Anchor Boxes

https://d2l.ai/chapter_computer-vision/anchor.html


Then I found
It didn’t show when I switched to tab "pytorch"at first.
@anirudh

So does match_anchor_to_bbox.
So does offset_inverse and multibox_detection.
@anirudh
Is there some way to fix these?

This is a known issue. The tab rendering is managed by d2lbook.

match_anchor_to_bbox doesn’t faithfully implement the algorithm presented in the text.

# Find the largest iou for each bbox
anc_i = torch.argmax(jaccard, dim=0)
box_j = torch.arange(num_gt_boxes, device=device)
anchors_bbox_map[anc_i] = box_j

In particular, there might be cases where anc_i is the max of multiple columns (j). The code above will assign the last j to anc_i. It should be noted that the code is a simplification of the algorithm.

Hi @gcy, can you please elaborate the same? Also, feel free to open a PR to fix something that might be wrong! :slight_smile:

@anirudh Using the algorithm, we will have the result in the left image, whereas the code gives the right. The table has the same layout as in Fig. 13.4.2.

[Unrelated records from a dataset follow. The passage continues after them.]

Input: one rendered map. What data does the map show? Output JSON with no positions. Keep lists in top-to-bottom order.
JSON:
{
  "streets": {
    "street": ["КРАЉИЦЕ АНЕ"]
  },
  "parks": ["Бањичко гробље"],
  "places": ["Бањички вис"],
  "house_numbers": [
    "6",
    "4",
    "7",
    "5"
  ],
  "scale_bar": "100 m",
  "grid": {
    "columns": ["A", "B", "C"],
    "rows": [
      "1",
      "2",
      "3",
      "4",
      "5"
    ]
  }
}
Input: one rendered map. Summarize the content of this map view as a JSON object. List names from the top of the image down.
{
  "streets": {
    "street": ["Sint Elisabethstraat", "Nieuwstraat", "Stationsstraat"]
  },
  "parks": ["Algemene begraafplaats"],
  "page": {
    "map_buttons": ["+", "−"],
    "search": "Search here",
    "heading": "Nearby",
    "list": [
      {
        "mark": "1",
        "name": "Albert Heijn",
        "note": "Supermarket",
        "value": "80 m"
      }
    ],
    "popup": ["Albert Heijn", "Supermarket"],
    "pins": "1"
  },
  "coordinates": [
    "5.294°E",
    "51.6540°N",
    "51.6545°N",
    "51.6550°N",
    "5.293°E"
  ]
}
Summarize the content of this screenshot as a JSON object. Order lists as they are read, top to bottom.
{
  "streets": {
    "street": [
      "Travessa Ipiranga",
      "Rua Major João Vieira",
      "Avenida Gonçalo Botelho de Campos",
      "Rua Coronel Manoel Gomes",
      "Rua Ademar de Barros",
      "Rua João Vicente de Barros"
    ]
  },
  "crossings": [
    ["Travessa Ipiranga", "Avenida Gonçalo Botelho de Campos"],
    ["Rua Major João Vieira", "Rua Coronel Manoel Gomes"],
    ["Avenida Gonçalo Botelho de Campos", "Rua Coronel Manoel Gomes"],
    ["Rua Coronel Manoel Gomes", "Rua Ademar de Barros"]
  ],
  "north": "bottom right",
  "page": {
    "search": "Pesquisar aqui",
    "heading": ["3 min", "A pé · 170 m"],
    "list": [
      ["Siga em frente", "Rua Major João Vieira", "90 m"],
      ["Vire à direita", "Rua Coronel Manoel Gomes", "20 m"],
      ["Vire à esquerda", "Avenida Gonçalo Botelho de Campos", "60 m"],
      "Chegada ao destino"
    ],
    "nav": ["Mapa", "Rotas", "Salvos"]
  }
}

Thanks @gcy for raising this issue. I think it should be fixed with the following change. Let me know what do you think about the same. I’ll then make a PR.

#@save
def match_anchor_to_bbox(ground_truth, anchors, device, iou_threshold=0.5):
    """Assign ground-truth bounding boxes to anchor boxes similar to them."""
    num_anchors, num_gt_boxes = anchors.shape[0], ground_truth.shape[0]
    # Element `x_ij` in the `i^th` row and `j^th` column is the IoU
    # of the anchor box `anc_i` to the ground-truth bounding box `box_j`
    jaccard = box_iou(anchors, ground_truth)
    # Initialize the tensor to hold assigned ground truth bbox for each anchor
    anchors_bbox_map = torch.full((num_anchors,), -1, dtype=torch.long,
                                  device=device)
    # Assign ground truth bounding box according to the threshold
    max_ious, indices = torch.max(jaccard, dim=1)
    anc_i = torch.nonzero(max_ious >= 0.5).reshape(-1)
    box_j = indices[max_ious >= 0.5]
    anchors_bbox_map[anc_i] = box_j
    # Find the largest iou for each bbox
    col_discard = torch.full((num_anchors,), -1)
    row_discard = torch.full((num_gt_boxes,), -1)
    for _ in range(num_gt_boxes):
      max_idx = torch.argmax(jaccard)
      gt_idx = (max_idx % num_gt_boxes).long()
      anc_idx = (max_idx / num_gt_boxes).long()
      anchors_bbox_map[anc_idx] = gt_idx
      jaccard[:, gt_idx] = col_discard
      jaccard[anc_idx, :] = row_discard
    return anchors_bbox_map

Yes, exactly! I would suggest changing gt_idx to something like box_idx to make the naming more consistent.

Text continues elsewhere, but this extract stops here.